A dirty dozen or so
On gray foxes, bossware, and the not-so-obvious problem with lazy people faking their work from home
Fake working caught up with more than a dozen employees of Wells Fargo, who were fired for "simulating" activity on their computers in order to look like they were working when they were not. It's the kind of situation that isn't exactly new in its own right, but is much more widespread now that working from home -- at least in a hybrid format -- is now a post-pandemic normal in many companies, both large and small.
■ "Many foxes grow grey, but few grow good", wrote Benjamin Franklin in 1749. That was a long time before anyone worked from a laptop at home, but deception and laziness were nothing new even then.
■ It's possible to have substantial unease about an employer using panopticon-like tricks to watch their employees, while also having contempt for those who would take a paycheck in exchange for the mere illusion of activity. Two things can be bad at the same time. Bossware is creepy and cheating is wrong; both/and, not either/or.
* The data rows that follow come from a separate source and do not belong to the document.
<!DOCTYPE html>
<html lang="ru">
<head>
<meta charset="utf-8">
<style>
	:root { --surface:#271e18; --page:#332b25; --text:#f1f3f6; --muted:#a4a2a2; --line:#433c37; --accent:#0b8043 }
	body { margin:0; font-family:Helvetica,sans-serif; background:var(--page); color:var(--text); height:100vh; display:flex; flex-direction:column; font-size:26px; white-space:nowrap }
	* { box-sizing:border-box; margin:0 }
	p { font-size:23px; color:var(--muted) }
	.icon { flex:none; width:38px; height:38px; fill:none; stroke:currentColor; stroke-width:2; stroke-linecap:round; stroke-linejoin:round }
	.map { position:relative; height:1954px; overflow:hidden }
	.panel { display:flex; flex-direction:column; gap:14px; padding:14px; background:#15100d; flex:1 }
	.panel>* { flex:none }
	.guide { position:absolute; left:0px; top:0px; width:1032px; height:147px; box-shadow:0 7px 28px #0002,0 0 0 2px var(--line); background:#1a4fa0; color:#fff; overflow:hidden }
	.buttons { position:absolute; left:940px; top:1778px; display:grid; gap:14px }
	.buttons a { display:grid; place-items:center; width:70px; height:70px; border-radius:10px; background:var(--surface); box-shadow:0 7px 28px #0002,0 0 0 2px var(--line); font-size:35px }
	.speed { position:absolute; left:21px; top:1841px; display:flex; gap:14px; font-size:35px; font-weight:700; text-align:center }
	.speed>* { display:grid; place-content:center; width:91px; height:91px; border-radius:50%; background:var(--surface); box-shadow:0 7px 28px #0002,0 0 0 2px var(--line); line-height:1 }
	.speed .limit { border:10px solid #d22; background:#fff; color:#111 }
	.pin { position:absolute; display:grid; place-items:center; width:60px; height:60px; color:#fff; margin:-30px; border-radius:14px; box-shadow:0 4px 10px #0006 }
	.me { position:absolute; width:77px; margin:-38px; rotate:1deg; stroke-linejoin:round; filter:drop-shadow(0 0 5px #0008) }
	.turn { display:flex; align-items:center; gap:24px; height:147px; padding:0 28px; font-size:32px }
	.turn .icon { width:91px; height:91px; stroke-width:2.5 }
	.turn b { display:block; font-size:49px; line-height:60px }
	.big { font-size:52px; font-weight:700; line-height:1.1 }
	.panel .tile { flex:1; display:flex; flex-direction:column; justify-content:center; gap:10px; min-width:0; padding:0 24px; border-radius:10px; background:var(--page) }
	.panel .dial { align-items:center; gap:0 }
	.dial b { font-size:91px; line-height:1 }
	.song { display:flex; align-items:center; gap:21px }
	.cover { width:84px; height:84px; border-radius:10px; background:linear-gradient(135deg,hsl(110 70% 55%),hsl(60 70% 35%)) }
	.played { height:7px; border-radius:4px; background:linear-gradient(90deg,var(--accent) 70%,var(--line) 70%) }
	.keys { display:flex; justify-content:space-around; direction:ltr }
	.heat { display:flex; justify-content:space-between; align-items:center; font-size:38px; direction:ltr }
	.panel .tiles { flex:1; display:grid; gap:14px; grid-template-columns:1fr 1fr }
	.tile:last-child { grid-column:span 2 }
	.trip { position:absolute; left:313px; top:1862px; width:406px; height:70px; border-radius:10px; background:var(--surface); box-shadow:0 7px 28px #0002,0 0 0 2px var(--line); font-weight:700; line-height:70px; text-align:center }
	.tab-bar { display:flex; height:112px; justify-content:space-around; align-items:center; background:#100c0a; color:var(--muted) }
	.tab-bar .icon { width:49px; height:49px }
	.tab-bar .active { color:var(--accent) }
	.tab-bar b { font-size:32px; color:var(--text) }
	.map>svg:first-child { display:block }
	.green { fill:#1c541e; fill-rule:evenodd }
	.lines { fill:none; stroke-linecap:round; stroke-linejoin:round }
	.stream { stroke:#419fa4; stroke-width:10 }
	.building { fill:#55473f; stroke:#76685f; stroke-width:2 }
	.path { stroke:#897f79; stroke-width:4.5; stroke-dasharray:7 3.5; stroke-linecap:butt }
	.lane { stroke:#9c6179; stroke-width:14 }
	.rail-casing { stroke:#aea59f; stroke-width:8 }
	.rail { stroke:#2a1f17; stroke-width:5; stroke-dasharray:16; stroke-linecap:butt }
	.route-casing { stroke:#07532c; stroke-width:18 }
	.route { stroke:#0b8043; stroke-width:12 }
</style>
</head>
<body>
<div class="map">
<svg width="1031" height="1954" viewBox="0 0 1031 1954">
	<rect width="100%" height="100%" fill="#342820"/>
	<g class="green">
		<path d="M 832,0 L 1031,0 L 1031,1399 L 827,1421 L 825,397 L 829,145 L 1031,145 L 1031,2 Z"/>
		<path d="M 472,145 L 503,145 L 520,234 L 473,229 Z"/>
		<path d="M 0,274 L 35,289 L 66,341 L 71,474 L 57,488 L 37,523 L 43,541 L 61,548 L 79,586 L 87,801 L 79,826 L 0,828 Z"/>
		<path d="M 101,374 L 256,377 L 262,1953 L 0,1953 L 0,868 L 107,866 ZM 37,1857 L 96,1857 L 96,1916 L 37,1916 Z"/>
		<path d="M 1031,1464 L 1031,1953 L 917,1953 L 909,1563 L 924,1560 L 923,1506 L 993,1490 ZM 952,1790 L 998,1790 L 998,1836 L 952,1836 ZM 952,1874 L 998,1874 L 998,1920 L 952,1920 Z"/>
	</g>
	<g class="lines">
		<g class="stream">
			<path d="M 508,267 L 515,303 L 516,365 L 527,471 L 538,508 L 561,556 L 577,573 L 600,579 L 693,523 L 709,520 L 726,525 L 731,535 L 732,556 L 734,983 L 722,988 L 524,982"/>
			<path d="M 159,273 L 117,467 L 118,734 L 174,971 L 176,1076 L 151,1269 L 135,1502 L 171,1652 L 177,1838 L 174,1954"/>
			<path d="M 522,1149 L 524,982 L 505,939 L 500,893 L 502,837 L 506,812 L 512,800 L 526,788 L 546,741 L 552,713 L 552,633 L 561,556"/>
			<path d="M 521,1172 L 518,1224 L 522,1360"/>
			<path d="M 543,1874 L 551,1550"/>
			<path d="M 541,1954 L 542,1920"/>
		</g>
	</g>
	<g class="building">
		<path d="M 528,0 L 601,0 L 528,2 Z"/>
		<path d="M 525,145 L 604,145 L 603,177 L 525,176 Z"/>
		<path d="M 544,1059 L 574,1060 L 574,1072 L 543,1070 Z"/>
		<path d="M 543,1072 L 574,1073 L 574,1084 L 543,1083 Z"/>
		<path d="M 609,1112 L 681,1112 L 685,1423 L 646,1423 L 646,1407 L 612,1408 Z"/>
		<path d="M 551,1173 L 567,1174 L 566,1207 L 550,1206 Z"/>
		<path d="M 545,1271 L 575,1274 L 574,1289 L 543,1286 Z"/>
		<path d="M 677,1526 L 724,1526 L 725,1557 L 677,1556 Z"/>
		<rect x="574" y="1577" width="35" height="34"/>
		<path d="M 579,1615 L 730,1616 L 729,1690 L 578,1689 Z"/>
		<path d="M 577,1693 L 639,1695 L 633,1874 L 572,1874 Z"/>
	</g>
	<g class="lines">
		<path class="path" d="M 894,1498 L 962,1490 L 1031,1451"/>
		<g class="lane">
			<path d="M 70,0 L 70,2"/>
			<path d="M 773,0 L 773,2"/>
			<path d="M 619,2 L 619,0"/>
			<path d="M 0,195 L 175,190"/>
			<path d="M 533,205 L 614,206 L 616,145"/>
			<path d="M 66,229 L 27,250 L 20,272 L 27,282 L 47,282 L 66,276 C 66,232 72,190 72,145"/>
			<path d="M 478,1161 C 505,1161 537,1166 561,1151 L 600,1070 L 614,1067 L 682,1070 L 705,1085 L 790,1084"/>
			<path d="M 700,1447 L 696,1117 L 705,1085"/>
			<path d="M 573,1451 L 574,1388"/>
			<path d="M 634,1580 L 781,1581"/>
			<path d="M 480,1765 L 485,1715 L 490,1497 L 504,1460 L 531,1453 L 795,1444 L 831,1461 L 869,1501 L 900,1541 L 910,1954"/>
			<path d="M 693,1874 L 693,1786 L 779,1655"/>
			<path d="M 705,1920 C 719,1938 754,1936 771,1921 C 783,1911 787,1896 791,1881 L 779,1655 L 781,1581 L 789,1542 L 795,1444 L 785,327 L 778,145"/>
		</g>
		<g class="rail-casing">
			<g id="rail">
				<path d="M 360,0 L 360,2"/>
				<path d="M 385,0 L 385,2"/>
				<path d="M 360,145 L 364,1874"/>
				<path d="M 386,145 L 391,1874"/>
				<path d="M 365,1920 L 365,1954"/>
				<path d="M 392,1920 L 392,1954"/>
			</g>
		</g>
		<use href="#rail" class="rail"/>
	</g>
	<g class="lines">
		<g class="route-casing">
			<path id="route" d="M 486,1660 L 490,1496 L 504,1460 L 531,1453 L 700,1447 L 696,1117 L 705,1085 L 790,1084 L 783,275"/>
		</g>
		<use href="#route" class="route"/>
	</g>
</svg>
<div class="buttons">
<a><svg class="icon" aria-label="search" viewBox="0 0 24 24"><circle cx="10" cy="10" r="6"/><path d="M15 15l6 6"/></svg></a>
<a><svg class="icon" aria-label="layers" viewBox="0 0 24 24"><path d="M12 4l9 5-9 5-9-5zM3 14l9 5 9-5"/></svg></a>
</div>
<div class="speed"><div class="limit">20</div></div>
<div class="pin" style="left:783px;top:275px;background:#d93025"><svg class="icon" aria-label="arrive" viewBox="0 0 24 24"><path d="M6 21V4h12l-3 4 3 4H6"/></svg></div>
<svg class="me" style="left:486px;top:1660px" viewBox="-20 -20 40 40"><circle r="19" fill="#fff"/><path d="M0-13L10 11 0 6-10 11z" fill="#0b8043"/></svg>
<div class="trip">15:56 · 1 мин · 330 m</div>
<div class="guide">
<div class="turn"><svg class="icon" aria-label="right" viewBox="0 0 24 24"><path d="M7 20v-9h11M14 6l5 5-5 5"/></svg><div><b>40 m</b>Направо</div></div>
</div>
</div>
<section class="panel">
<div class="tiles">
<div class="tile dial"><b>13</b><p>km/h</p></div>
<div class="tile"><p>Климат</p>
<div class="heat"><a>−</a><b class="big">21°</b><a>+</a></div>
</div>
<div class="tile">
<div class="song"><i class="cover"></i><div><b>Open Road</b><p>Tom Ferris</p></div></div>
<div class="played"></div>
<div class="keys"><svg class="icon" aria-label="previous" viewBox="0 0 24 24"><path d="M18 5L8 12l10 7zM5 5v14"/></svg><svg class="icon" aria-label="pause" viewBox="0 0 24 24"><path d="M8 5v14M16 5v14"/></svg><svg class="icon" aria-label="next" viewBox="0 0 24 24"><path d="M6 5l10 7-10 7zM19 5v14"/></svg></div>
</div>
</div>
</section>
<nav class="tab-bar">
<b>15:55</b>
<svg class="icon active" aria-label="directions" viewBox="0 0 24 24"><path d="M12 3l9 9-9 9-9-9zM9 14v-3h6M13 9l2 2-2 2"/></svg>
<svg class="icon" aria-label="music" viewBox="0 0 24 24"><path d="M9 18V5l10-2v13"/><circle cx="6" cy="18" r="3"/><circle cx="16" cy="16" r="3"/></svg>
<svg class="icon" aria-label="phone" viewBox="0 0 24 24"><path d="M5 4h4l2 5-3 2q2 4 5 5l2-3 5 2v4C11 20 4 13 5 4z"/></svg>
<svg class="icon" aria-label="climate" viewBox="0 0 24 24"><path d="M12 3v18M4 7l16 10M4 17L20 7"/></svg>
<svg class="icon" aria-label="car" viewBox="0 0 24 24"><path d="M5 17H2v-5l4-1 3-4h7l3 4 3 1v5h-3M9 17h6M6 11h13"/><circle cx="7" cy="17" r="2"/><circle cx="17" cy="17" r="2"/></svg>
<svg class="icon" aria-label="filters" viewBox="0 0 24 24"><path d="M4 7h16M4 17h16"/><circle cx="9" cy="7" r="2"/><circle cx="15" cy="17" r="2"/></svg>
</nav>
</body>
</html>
■ There is a good chance, though, that the problem had even more to do with the particular tools being used to simulate activity -- Amazon is happy to sell the would-be un-worker a mouse jiggler for as little as $5.09.
■ But what else is that USB-enabled device capable of carrying? The very same kind of company that would openly sell a device for someone who would cheat for a paycheck is most certainly also the kind of company that might well be open to delivering a malicious payload onto the customer's (work) computer.
■ This is how black-hat hacking happens: Get people to insert dodgy USB devices in their computers without considering the consequences of the hidden payloads that might be on board. If a device is capable of standing in for your keyboard or your mouse, it's certainly also capable of being turned into a keystroke logger, in the perfect spot to record passwords, proprietary information, and other things that insiders shouldn't be giving away.
■ It's easy to make the story about lazy workers or Big Brother at the office. But it's an opening to much more than that: Everyone has a role to play in cybersecurity, and the Wells Fargo incident makes for a very good time to shine a light on that fact.